According to the instructions, they found that a laser printer won't give you the opacity you need to make an effective negative, which is why they only offer the kit with inkjet film. I don't have an inkjet printer, so I bought a pack of laser printer transparency film from Staples and used my Alps printer (which uses a wax-based ink), and it worked great. Also, the instructions say you can expose the piece with 30 seconds in direct sunlight or 10 minutes under a 100 watt bulb, but I wasn't able to get a good exposure with the lightbulb. Sunlight is definitely the way to go. The photoresist will turn blue with exposure, that's how you can tell it's working. 

Here's the link to the kit on the Micro-Mark site: http://www.micromark.com/micro-mark-pro-etch-photo-etch-system,8346.html 

And here's a picture of a headlight bracket I made as my first photoetching project:


----------



## rwjenkins (Jan 2, 2008)

I should add, the Micro-Mark kit is limited to work pieces about 3"x3" (I think you can do longer pieces by putting them in the tank vertically, but not a whole lot longer), so you would have to do your 15" grilles in several sections.


----------



## Michael Glavin (Jan 2, 2009)

Richard,

Thanks for the heads up on the MicroMark kit; it appears to be a great way to learn the basics.
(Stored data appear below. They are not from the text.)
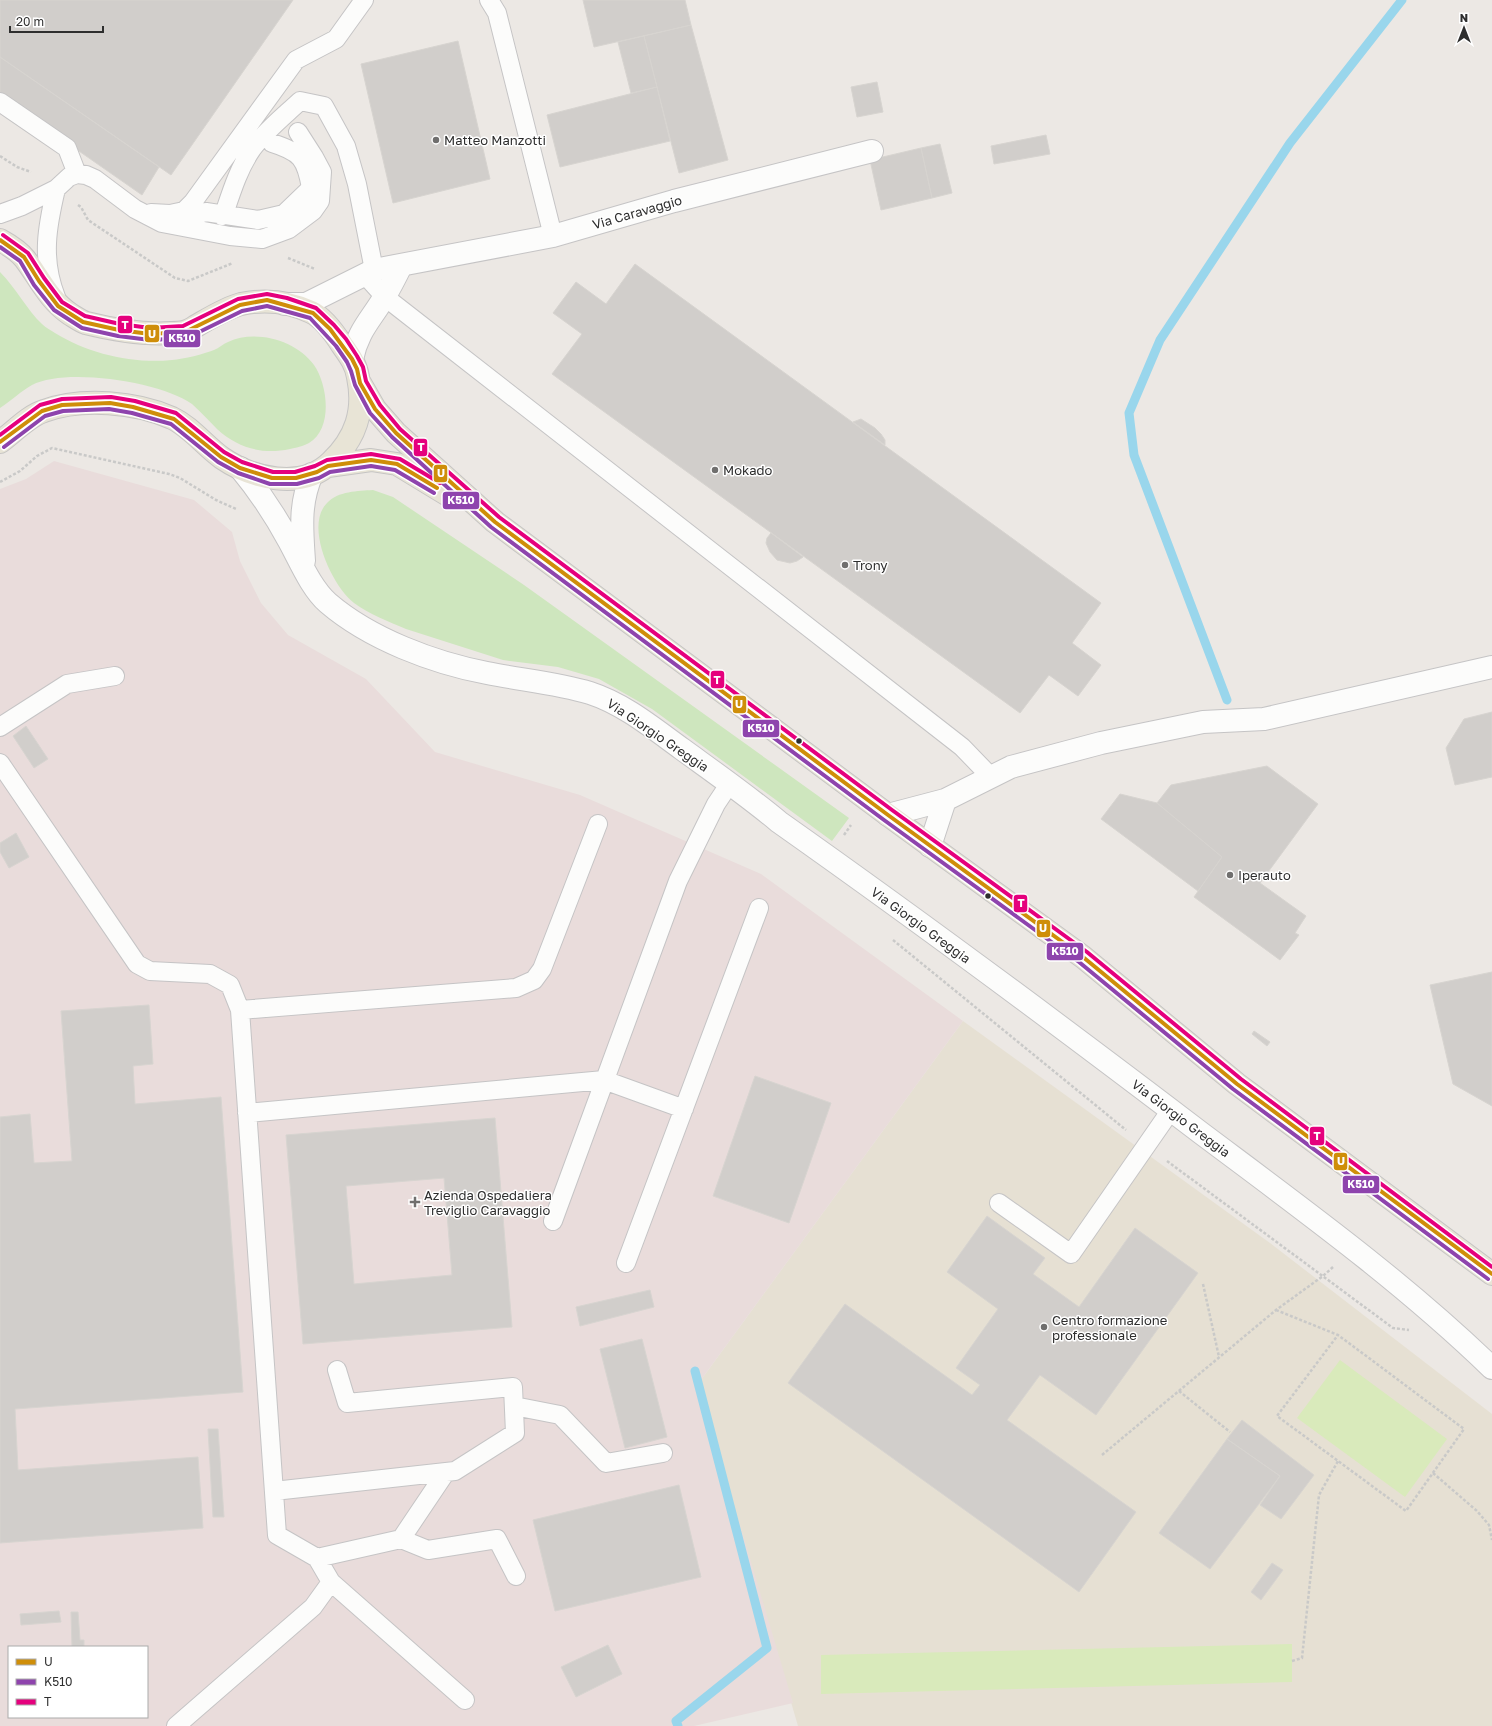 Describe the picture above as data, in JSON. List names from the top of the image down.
{
  "streets": {
    "main road": ["Via Caravaggio"],
    "street": ["Via Giorgio Greggia"]
  },
  "crossings": [
    ["Via Caravaggio", "Via Giorgio Greggia"]
  ],
  "places": {
    "other": [
      "Matteo Manzotti",
      "Mokado",
      "Trony",
      "Iperauto",
      "Centro formazione professionale"
    ],
    "health": ["Azienda Ospedaliera Treviglio Caravaggio"]
  },
  "lines": ["transit line T", "transit line U", "transit line K510"],
  "legend": ["U", "K510", "T"],
  "scale_bar": "20 m",
  "north": "top"
}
Do you expose the pattern on both sides of the plate when making parts? I understand when etching you seal the back side with a “resist”, expose the top side with the “resist” leaving the desired pattern exposed to the chemical etch solution. When making parts you want to burn completely through the material, so it seemed likely you’d prepare the resist with a pattern on both sides of the plate.

Michael


----------



## rwjenkins (Jan 2, 2008)

Yes, you print the negatives for both sides, align the two negatives to each other, and stick them together with a bit of tape on the edges to form a sleeve. Then you insert your metal piece (with the photoresist applied on both sides) into the negative sleeve, and sandwich it between a couple pieces of plexiglass (provided with the kit) and clamp them together (clamps also provided). That keeps the negative flat against the metal for exposure. Take it out in the sun for 30 seconds, then flip it over to do the other side.


----------



## xo18thfa (Jan 2, 2008)

Great input Richard. Thanks. I want to give it a try. The plan is to make brass name plates for loco's. It sounds like it would work very well.

Thanks again, Bob


----------



## Dansgscale (Jan 9, 2010)

Richard: I have a project that I am working on which this might work for. What is the thickness of the brass that you can etch with the Micromark stuff. 

Dan S.


----------



## rwjenkins (Jan 2, 2008)

They recommend .01" as the maximum thickness for best results, but according to the instructions the rollers in the laminator will accommodate up to .015".


----------